He-le-maal zen

Het heeft lang geduurd voordat ik de moed bij elkaar geraapt had om mijn zomer te beschrijven, want sommige dingen kun je nou eenmaal beter niet op papier zetten, maar moet je meemaken. Mijn zomer was dan ook een typisch gevalletje van: “Je had erbij moeten zijn”.

Na m’n afstuderen was het tijd voor feest, feest en nog eens feest. De paar dagen die ik had voordat ik vertrok naar Indonesië waren gevuld met etentjes (inclusief een avond ‘onbeperkt’ tapas die achteraf helemáál niet onbeperkt bleken te zijn…), stappen en een heerlijk tuinfeest met familie en vrienden. Daarna was ik er klaar voor: met een kwart van de spullen die ik de afgelopen maanden bij elkaar had geshopt onder het mom van “Dat is handig voor Bali” begon mijn backpackavontuur.

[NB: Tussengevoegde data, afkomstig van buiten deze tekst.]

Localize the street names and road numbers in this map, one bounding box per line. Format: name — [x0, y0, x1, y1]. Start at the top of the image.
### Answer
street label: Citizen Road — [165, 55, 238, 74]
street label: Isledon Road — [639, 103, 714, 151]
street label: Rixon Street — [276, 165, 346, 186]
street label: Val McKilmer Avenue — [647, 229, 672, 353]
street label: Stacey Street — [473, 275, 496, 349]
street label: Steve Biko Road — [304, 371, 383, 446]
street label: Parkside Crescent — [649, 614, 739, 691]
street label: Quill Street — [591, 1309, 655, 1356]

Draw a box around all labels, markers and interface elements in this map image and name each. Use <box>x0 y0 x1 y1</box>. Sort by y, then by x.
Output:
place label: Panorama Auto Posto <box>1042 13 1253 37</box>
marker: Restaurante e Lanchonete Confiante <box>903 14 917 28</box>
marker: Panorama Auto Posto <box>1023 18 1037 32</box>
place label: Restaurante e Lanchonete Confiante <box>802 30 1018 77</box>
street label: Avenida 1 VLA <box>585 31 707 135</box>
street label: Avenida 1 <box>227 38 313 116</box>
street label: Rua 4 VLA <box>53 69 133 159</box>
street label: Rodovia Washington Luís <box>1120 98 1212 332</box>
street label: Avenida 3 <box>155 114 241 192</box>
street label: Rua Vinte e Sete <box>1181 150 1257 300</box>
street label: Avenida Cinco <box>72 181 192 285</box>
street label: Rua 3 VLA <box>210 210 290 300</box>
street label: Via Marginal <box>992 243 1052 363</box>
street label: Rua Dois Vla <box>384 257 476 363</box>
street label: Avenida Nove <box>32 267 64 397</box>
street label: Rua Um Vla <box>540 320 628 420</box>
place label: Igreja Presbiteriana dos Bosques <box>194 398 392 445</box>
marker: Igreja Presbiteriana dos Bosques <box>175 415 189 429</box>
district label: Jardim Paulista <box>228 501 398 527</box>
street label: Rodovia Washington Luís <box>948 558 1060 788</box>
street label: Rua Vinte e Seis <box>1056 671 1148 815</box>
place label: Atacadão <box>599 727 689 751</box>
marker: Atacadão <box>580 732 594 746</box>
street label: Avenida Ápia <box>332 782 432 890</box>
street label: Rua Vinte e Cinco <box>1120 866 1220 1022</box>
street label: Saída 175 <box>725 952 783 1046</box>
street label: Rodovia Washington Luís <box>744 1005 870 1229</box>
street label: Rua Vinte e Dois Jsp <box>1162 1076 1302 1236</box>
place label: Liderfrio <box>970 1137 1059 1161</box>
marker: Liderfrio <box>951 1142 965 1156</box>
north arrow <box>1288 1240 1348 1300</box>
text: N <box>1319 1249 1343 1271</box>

De meest voorkomende reacties op mijn Indonesische plannen waren ‘ga je alléén?!’ en ‘durf je dat wel?!’, uiteraard gecombineerd met bijpassende verbaasde blik. Vanaf het moment dat ik in het vliegtuig zat tot vandaag de dag heb ik me echter geen moment ergens druk om gemaakt. M’n taxichauffeur die niet op kwam dagen bij aankomst op het vliegveld, de lekke scooterband in the middle of nowhere, de boot die bijna kapseisde en de ontelbare keren dat ik verdwaalde, leidden eerder tot nieuwe avonturen dan tot stresssituaties.

Om een lang verhaal kort te maken: het was geweldig. Van het surfen tot de indrukwekkende Yoga Indra, van de Nasi Goreng tot de verse fruitsapjes en van de blauwste bountyeilanden tot pareltjes van watervallen en groene rijstvelden. Ik nam alles gedetailleerd in me op, tenzij ik weer eens zigzaggend door het chaotische verkeer raasde en ogen tekort kwam om, naast nasibars op scooters, vrachtwagens volgeladen met dode varkens en voltallige families (inclusief baby) op brommers, ook de natuur te bewonderen.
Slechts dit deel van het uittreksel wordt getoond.